----- Working data

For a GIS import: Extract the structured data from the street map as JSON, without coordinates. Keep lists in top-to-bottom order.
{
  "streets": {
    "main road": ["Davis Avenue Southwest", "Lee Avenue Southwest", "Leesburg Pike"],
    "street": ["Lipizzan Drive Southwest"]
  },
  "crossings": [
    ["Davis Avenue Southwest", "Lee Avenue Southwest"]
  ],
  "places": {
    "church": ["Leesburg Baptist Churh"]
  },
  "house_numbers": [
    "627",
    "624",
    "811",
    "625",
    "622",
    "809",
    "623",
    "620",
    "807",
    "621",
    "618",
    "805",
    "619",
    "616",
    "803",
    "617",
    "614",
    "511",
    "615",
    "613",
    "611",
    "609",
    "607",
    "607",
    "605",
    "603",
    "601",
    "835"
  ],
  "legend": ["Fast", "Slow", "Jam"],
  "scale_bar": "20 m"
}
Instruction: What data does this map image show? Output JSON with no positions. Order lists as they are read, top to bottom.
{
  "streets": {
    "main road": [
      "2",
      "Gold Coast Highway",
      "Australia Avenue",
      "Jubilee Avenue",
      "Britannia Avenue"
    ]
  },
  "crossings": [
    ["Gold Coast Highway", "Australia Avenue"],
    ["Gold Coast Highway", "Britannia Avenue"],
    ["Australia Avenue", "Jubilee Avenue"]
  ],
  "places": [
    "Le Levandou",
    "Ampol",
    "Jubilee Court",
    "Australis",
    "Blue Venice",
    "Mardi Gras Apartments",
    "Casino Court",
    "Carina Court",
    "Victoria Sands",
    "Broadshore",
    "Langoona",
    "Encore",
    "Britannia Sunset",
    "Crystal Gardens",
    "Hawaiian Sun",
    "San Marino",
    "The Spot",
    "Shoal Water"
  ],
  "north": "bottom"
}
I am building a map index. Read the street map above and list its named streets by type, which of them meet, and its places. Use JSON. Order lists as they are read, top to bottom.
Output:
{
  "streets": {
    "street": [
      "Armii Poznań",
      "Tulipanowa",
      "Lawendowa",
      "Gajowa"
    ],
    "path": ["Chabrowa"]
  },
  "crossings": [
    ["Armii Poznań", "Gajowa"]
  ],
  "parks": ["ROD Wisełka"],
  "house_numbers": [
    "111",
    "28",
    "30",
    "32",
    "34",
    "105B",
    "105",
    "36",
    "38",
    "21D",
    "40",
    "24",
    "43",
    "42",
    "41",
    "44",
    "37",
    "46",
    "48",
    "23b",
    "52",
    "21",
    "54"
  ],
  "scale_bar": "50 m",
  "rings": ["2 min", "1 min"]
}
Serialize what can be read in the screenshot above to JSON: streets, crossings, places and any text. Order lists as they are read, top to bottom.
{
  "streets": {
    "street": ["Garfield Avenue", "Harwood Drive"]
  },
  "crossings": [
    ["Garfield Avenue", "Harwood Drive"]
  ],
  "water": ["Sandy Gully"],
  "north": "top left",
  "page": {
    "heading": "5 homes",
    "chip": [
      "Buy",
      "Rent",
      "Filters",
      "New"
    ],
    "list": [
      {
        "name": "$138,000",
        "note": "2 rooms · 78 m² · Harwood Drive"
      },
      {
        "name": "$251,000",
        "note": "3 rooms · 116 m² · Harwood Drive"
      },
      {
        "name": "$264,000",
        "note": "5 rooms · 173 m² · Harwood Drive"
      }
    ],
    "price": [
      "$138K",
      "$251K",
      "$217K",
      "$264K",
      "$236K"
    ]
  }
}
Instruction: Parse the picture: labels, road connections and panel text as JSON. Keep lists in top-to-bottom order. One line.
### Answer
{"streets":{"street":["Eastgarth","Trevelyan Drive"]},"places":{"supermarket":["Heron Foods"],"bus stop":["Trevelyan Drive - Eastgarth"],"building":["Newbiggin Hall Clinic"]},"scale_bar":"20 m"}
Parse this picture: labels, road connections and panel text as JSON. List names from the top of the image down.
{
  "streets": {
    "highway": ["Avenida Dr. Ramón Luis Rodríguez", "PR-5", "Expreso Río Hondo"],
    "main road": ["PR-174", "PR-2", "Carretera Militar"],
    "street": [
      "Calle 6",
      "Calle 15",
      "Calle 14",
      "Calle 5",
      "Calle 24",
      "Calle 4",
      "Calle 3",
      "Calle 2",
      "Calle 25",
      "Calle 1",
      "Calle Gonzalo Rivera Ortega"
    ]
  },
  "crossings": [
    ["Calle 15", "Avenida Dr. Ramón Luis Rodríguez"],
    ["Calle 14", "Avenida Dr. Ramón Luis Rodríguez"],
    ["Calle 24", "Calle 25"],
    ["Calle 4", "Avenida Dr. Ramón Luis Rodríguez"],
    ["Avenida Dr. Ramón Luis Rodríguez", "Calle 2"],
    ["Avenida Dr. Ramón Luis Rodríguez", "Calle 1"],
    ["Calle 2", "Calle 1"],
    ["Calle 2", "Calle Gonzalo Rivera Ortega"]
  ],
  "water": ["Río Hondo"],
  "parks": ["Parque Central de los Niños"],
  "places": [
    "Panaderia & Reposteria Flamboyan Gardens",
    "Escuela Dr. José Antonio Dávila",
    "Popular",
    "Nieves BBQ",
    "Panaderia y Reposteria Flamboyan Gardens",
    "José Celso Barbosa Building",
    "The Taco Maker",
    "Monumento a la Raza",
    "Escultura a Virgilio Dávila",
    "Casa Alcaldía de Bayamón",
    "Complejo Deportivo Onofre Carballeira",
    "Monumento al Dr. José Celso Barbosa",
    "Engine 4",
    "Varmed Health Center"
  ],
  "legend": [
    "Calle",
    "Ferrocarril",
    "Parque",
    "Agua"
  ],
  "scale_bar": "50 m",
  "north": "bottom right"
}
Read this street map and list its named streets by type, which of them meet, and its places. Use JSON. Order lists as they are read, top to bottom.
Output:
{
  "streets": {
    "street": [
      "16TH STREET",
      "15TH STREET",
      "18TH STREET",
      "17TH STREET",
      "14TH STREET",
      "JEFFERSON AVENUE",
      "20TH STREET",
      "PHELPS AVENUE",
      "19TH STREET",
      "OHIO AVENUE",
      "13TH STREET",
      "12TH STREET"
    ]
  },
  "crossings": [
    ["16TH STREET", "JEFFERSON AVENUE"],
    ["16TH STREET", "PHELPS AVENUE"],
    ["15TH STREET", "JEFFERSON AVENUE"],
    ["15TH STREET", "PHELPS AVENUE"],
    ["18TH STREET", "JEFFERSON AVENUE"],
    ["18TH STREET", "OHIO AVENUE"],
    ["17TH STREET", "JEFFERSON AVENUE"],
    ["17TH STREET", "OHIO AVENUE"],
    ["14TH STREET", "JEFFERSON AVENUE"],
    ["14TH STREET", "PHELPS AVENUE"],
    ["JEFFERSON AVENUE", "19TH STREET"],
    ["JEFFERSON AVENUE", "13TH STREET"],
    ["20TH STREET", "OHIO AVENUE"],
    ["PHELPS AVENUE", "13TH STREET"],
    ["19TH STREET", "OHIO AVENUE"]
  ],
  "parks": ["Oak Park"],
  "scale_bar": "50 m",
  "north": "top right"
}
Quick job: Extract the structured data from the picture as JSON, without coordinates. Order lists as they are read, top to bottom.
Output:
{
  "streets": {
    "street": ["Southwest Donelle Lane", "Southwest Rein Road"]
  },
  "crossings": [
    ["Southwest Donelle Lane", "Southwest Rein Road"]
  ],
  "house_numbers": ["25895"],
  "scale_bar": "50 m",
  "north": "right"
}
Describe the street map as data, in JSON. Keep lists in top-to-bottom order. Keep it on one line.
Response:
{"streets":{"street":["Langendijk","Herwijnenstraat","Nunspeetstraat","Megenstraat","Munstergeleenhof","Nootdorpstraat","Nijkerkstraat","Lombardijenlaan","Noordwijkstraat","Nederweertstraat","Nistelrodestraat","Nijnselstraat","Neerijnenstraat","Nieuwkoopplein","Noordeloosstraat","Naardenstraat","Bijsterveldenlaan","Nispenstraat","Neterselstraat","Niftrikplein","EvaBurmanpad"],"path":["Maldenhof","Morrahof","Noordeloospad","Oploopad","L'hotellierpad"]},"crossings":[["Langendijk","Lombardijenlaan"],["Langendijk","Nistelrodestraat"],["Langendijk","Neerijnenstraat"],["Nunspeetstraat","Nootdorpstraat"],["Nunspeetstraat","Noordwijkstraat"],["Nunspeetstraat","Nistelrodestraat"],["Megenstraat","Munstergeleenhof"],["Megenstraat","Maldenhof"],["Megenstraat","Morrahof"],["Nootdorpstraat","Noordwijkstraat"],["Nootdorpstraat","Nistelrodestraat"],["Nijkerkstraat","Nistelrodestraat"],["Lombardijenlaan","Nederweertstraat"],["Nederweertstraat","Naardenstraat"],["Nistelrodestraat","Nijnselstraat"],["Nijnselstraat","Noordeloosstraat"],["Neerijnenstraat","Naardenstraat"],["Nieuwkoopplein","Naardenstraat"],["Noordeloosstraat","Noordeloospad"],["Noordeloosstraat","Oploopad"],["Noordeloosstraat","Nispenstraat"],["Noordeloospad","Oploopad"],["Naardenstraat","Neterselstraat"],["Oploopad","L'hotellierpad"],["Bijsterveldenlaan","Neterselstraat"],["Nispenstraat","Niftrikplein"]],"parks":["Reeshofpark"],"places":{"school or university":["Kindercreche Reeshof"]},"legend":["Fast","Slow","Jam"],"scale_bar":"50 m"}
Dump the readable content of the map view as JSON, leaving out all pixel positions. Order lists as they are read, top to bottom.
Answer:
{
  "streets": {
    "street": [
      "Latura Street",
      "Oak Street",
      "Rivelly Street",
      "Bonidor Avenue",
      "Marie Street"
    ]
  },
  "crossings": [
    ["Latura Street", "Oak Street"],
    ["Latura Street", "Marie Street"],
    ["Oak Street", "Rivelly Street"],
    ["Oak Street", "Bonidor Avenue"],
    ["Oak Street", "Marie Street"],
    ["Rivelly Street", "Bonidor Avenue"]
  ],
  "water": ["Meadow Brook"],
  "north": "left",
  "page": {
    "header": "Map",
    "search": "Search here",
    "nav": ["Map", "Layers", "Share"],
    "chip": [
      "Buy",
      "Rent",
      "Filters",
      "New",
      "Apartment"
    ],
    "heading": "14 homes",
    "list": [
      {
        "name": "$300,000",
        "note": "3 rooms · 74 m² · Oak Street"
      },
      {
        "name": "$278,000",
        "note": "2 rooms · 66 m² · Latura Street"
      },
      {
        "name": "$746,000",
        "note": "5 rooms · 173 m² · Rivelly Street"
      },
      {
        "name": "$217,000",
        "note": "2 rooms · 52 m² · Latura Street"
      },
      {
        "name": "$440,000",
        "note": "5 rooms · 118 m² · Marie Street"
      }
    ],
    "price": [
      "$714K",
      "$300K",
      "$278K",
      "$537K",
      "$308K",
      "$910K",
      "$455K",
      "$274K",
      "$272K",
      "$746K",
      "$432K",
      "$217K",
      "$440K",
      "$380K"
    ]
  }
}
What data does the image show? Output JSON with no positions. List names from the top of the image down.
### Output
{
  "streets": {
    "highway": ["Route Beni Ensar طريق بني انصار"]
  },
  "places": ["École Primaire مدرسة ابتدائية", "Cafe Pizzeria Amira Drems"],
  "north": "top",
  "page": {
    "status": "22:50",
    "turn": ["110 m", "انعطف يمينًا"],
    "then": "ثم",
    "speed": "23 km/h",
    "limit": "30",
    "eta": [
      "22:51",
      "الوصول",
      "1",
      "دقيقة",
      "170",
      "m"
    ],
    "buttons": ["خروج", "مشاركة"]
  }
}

----------

▶ _Aim of the task_:
Copy out all lines from the records where the word "Celso" appears.

▶ _Response box_:
    "José Celso Barbosa Building",
    "Monumento al Dr. José Celso Barbosa",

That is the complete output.